* [EXERCISE DESCRIPTION] Please return every record exactly, with no pictures included.
Top of THE INPUT
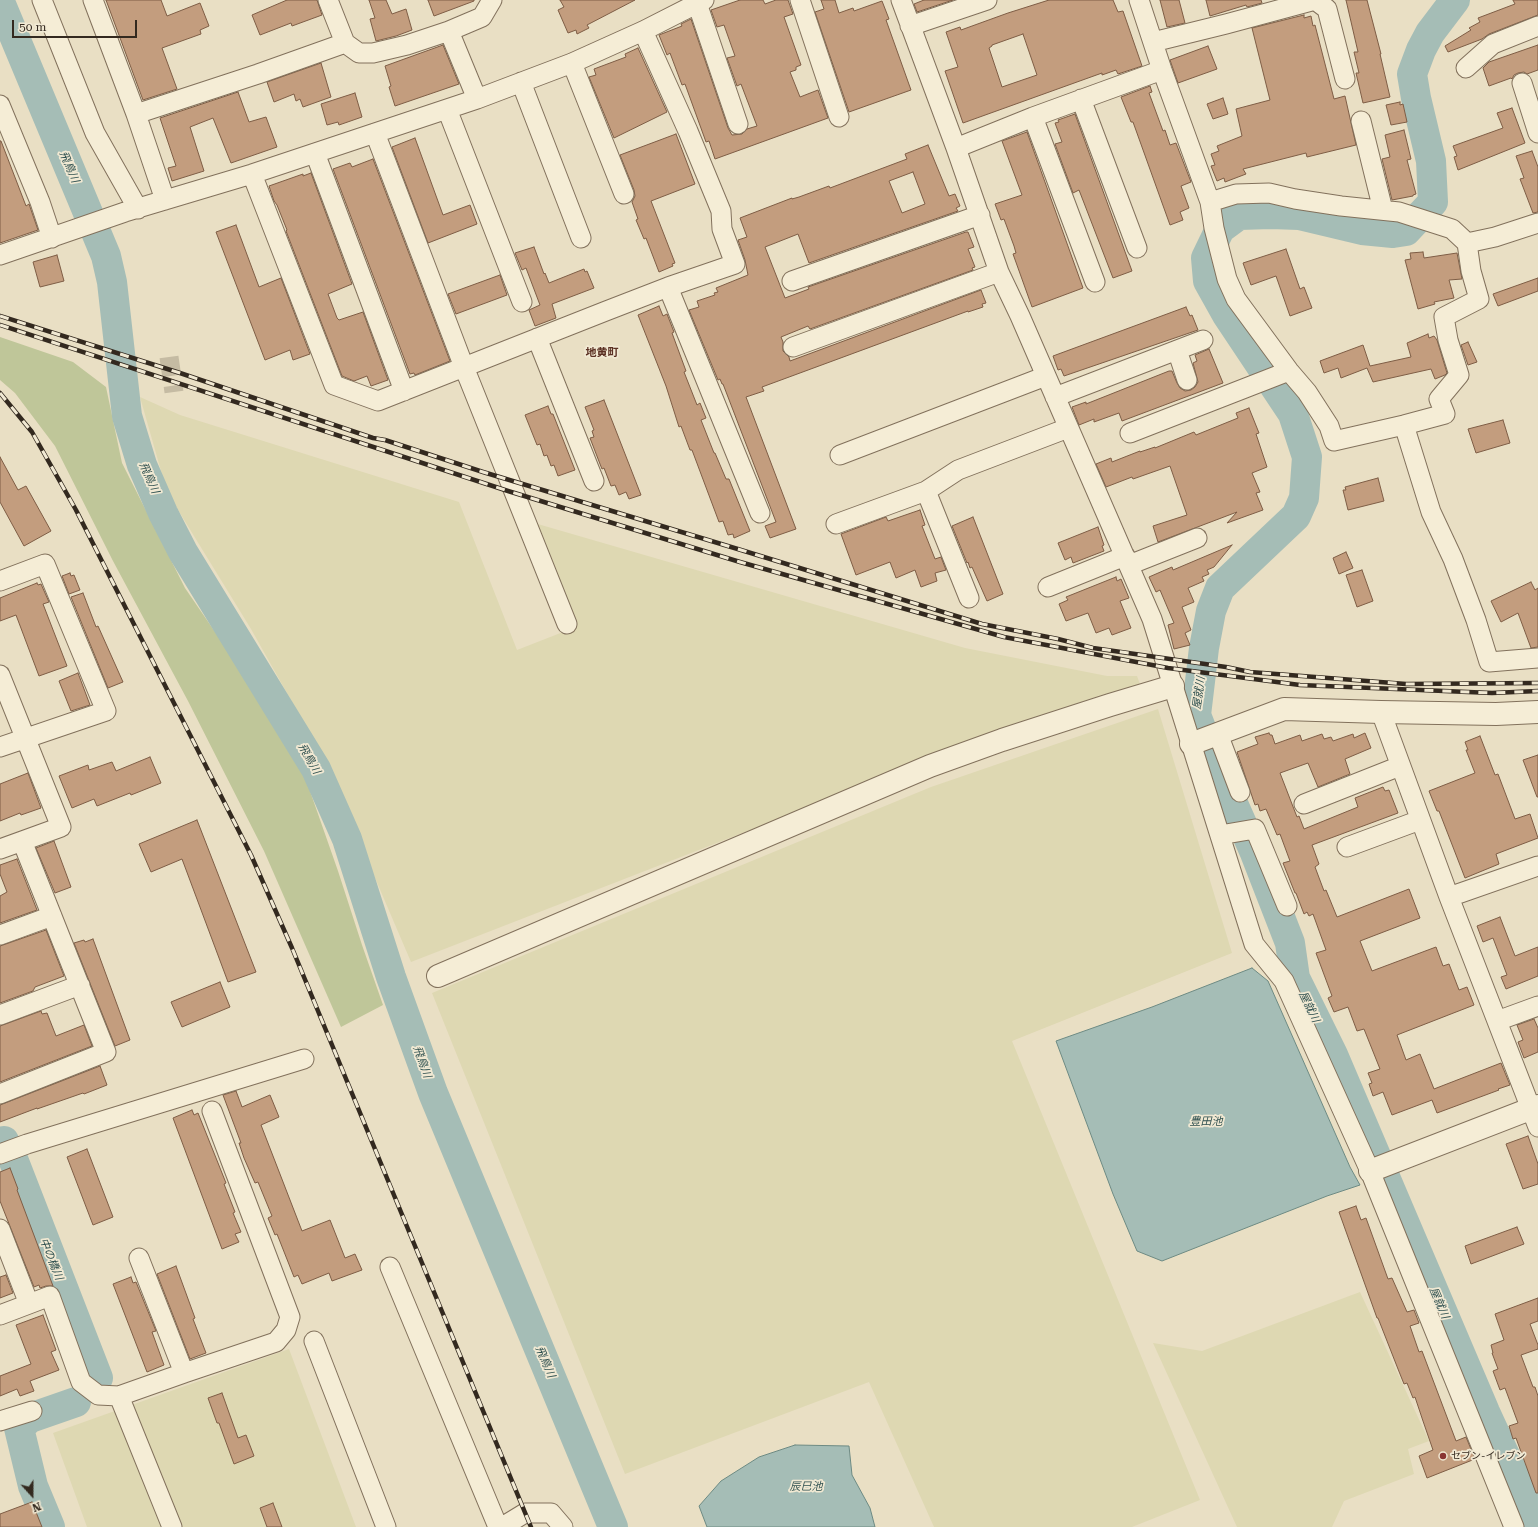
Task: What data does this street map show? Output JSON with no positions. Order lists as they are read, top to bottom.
{
  "districts": ["地黄町"],
  "water": [
    "飛鳥川",
    "屋就川",
    "豊田池",
    "中の橋川",
    "辰巳池"
  ],
  "places": ["セブン-イレブン"],
  "scale_bar": "50 m",
  "north": "bottom"
}
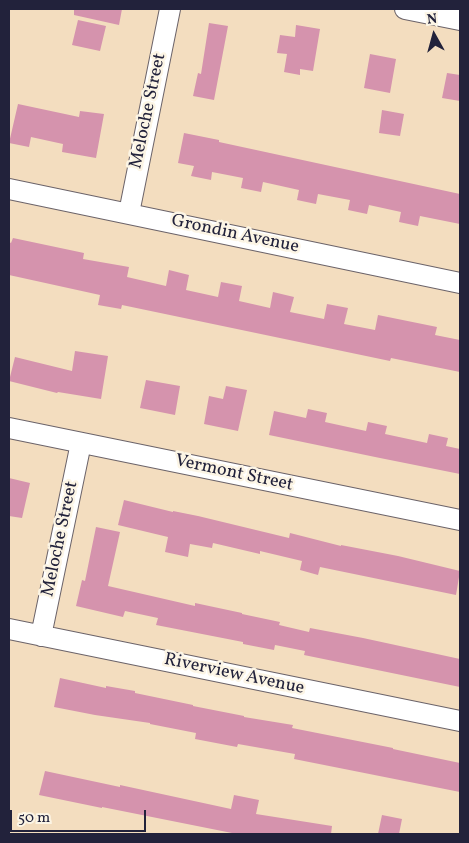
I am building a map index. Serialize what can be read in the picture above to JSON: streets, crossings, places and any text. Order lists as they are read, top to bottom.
{
  "streets": {
    "street": [
      "Meloche Street",
      "Grondin Avenue",
      "Vermont Street",
      "Riverview Avenue"
    ]
  },
  "crossings": [
    ["Meloche Street", "Grondin Avenue"],
    ["Meloche Street", "Vermont Street"],
    ["Meloche Street", "Riverview Avenue"]
  ],
  "scale_bar": "50 m",
  "north": "top"
}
Bottom of THE INPUT
* [EXPECTED OUTPUT]
Task: What data does this street map show? Output JSON with no positions. Order lists as they are read, top to bottom.
{
  "districts": ["地黄町"],
  "water": [
    "飛鳥川",
    "屋就川",
    "豊田池",
    "中の橋川",
    "辰巳池"
  ],
  "places": ["セブン-イレブン"],
  "scale_bar": "50 m",
  "north": "bottom"
}
I am building a map index. Serialize what can be read in the picture above to JSON: streets, crossings, places and any text. Order lists as they are read, top to bottom.
{
  "streets": {
    "street": [
      "Meloche Street",
      "Grondin Avenue",
      "Vermont Street",
      "Riverview Avenue"
    ]
  },
  "crossings": [
    ["Meloche Street", "Grondin Avenue"],
    ["Meloche Street", "Vermont Street"],
    ["Meloche Street", "Riverview Avenue"]
  ],
  "scale_bar": "50 m",
  "north": "top"
}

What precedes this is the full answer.